Principal component analysis of alignment length, nRF, and ABS values across the 14 MSA trimming strategies for 4 empirical datasets (A) and 4 simulated datasets (B). Insets of scree plots depict the percentage of variation explained (y-axis) for the first 5 dimensions (x-axis). Data were scaled prior to conducting principal component analysis. Note that the BMGE 0.3 and Gblocks strategies are not represented in Fig 1B because they frequently removed entire alignments and were therefore removed from the analysis of simulated sequenced. Data used to generate this figure can be found on figshare (doi: 10.6084/m9.figshare.12401618). ABS, average bipartition support; BMGE, Block Mapping and Gathering with Entropy; MSA, multiple sequence alignment; nRF, normalized Robinson–Foulds.

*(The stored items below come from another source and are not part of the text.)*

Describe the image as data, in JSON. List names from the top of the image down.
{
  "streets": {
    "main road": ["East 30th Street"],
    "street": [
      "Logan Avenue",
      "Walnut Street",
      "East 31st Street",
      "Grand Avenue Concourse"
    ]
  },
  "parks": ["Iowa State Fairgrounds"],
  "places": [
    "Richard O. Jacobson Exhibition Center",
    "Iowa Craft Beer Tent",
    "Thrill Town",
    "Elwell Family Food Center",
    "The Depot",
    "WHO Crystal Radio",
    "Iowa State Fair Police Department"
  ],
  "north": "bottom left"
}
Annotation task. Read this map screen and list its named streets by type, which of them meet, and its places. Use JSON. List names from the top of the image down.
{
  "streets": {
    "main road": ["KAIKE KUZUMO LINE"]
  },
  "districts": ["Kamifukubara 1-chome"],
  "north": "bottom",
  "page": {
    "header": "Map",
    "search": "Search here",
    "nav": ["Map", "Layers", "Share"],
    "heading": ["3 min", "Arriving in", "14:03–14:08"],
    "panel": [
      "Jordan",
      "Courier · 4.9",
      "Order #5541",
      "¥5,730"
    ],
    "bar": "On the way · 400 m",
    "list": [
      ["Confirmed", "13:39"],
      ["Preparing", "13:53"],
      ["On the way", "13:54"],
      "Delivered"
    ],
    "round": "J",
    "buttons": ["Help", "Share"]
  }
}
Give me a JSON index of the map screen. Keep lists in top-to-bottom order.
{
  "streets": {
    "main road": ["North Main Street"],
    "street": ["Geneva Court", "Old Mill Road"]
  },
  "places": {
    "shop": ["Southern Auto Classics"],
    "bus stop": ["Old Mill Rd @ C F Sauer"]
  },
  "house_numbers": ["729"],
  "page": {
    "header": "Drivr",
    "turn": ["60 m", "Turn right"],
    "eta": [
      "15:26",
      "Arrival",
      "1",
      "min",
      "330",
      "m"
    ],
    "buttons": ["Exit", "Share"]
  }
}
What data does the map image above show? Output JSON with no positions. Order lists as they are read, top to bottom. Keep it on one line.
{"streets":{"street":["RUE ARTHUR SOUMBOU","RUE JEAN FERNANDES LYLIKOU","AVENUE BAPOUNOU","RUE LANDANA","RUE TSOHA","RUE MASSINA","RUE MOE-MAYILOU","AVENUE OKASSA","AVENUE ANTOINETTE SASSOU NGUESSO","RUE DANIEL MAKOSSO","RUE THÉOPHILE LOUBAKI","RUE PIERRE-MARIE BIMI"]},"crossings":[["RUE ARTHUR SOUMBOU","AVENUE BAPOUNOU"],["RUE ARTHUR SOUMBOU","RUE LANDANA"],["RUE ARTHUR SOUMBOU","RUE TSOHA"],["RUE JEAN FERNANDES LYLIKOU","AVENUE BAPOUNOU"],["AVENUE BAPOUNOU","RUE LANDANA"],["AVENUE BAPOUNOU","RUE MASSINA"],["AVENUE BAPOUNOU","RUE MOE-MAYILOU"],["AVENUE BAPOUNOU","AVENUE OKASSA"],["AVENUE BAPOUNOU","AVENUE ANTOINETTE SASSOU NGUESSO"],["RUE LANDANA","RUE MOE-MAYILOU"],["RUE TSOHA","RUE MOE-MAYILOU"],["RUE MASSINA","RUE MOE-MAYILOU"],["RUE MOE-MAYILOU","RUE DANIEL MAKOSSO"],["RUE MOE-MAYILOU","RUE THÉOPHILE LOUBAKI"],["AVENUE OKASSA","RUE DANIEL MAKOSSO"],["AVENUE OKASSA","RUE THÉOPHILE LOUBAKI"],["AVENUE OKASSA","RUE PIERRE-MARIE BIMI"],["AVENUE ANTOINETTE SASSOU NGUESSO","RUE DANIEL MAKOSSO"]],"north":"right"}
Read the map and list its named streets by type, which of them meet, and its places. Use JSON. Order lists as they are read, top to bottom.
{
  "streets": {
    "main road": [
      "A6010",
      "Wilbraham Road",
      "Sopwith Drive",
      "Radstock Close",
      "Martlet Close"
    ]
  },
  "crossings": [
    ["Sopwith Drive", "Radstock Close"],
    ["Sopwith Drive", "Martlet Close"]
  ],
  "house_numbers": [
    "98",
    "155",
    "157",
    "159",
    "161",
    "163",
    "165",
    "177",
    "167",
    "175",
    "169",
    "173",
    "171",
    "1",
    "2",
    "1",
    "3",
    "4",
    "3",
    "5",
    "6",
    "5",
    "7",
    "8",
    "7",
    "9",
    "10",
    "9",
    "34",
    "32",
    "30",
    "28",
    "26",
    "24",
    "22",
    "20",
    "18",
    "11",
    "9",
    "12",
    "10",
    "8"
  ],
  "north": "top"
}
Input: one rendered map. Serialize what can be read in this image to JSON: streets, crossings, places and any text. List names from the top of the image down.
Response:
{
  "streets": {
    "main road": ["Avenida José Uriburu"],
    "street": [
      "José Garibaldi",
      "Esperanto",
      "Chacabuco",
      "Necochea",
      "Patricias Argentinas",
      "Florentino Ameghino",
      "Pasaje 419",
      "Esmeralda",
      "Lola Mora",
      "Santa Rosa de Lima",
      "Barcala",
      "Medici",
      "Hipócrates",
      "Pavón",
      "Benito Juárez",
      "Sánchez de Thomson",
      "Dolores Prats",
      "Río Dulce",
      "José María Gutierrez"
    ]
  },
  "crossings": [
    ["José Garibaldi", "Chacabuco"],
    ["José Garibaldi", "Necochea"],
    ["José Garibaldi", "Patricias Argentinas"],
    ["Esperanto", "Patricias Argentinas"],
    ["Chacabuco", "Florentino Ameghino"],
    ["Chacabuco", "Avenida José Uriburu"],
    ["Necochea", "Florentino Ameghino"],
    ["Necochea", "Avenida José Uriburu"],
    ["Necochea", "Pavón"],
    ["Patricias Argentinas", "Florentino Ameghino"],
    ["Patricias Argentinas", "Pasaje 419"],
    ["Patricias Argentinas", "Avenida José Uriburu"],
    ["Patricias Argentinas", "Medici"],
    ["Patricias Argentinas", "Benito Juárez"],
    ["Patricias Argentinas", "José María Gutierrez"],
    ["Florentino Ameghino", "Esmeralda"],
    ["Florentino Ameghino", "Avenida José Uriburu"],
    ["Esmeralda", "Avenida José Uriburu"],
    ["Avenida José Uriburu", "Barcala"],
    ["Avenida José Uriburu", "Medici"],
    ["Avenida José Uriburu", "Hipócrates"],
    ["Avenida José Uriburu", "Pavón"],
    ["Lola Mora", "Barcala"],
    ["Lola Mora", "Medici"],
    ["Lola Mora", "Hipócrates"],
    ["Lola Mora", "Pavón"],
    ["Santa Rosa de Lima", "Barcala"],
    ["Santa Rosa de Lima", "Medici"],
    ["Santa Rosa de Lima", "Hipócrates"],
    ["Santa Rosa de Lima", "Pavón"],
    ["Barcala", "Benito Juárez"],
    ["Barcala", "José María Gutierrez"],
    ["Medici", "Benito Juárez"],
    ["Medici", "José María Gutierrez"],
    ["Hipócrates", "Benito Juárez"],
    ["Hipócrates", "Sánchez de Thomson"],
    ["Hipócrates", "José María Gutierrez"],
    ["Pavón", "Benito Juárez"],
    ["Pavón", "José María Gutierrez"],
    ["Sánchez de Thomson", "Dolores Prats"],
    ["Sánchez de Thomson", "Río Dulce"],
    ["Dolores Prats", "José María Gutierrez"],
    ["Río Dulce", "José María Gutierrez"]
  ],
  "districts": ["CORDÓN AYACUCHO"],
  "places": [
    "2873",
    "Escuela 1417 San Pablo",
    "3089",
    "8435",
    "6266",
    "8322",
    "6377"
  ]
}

https://doi.org/10.1371/journal.pbio.3001007.g001

To obtain a summary of overall performance, we ranked the 14 strategies’ performance for each dataset using objective desirability–based integration of nRF and ABS values [14] (Fig 2). We found that the 5 ClipKIT strategies outperformed all others for amino acid sequences in the empirical mammalian dataset (Fig 2A) as well as in the simulated metazoan and flowering plant datasets (Fig 2E and 2F). Other strategies that performed well included trimAl with the “gappyout” parameter for empirical datasets and Noisy for simulated datasets [2,15]. To evaluate MSA trimming strategy performance for empirical and simulated datasets, we examined average ranks across each set of 4 datasets and found that ClipKIT strategies were among the best performing (Fig 2I and 2J). In empirical datasets, ClipKIT’s gappy strategy outperformed all others followed by no trimming, trimAl with the “gappyout” parameter, and then 4 other ClipKIT strategies (Fig 2I). In simulated datasets, all strategies generally performed better than in empirical datasets; the no trimming strategy ranked best followed by all 5 ClipKIT strategies (Fig 2J). These results suggest that ClipKIT, which focuses on retaining parsimony-informative sites, was on par with no trimming and frequently outperformed strategies that focus on removing highly divergent sites.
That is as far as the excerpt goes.